"And we can do it cause we have friends- because we have each other. "

Lire en musique.


Je pense que tu me connais, maintenant, lecteur de mon cœur. Probablement que tu me lis depuis quelques temps, même qu'on est pour ainsi dire quasi-intimes, fusionnels jusque dans nos déchirements.
Tu sais un peu à quoi t'en tenir avec moi, je pense. Tu vois bien que je suis du genre fleur bleue, un peu mièvre sous mes dehors virils. Que ce soit dans la solitude de mon salon, emmitouflé dans ma couette, quand personne ne regarde c'est les grandes inondations, et vas y que je m'épanche en longs textes laudatifs sur Sens Critique.

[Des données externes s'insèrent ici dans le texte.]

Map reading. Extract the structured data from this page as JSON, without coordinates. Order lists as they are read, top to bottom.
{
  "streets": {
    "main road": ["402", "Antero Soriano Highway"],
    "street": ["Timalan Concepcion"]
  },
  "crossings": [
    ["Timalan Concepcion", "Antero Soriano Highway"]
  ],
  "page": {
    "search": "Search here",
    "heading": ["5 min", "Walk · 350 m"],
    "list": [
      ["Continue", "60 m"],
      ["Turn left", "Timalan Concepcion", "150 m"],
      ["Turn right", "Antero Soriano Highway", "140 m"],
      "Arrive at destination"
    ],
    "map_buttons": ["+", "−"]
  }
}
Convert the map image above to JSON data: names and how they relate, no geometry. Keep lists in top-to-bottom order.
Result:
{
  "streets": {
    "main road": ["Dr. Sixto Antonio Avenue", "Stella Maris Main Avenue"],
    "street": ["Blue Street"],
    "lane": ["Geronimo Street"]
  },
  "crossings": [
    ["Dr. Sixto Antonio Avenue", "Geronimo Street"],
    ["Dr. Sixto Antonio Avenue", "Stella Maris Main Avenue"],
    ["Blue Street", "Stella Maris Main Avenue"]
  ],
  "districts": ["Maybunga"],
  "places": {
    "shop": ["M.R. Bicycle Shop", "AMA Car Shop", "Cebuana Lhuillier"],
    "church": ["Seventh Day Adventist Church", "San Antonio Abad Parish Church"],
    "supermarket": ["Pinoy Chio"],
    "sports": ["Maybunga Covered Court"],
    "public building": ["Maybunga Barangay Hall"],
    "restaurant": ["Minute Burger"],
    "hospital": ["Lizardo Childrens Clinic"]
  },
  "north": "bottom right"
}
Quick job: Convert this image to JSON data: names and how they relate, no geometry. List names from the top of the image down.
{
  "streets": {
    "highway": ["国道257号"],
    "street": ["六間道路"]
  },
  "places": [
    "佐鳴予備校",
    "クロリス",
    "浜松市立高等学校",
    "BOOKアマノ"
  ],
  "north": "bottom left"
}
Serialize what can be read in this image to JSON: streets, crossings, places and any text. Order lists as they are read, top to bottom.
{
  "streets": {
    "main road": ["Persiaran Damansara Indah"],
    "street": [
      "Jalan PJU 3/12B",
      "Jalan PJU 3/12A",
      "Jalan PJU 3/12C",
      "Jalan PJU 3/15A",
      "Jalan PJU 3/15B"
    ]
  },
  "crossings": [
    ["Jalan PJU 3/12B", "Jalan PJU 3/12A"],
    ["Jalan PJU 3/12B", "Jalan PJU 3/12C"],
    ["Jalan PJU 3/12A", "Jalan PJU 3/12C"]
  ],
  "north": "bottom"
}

Tu sais aussi que, même si je suis assez hétéroclite, j'ai mes genres de prédilection, mes dadas pour ainsi dire. En témoigne mon activité récente, je bouffe de l'animation à tout va, quand ce n'est pas du cinéma coréen, de la comédie bas du front ou bien un nanar bien senti impliquant trois tonnes cinq de ketchup et/ou un monstre en CGI bien kitch.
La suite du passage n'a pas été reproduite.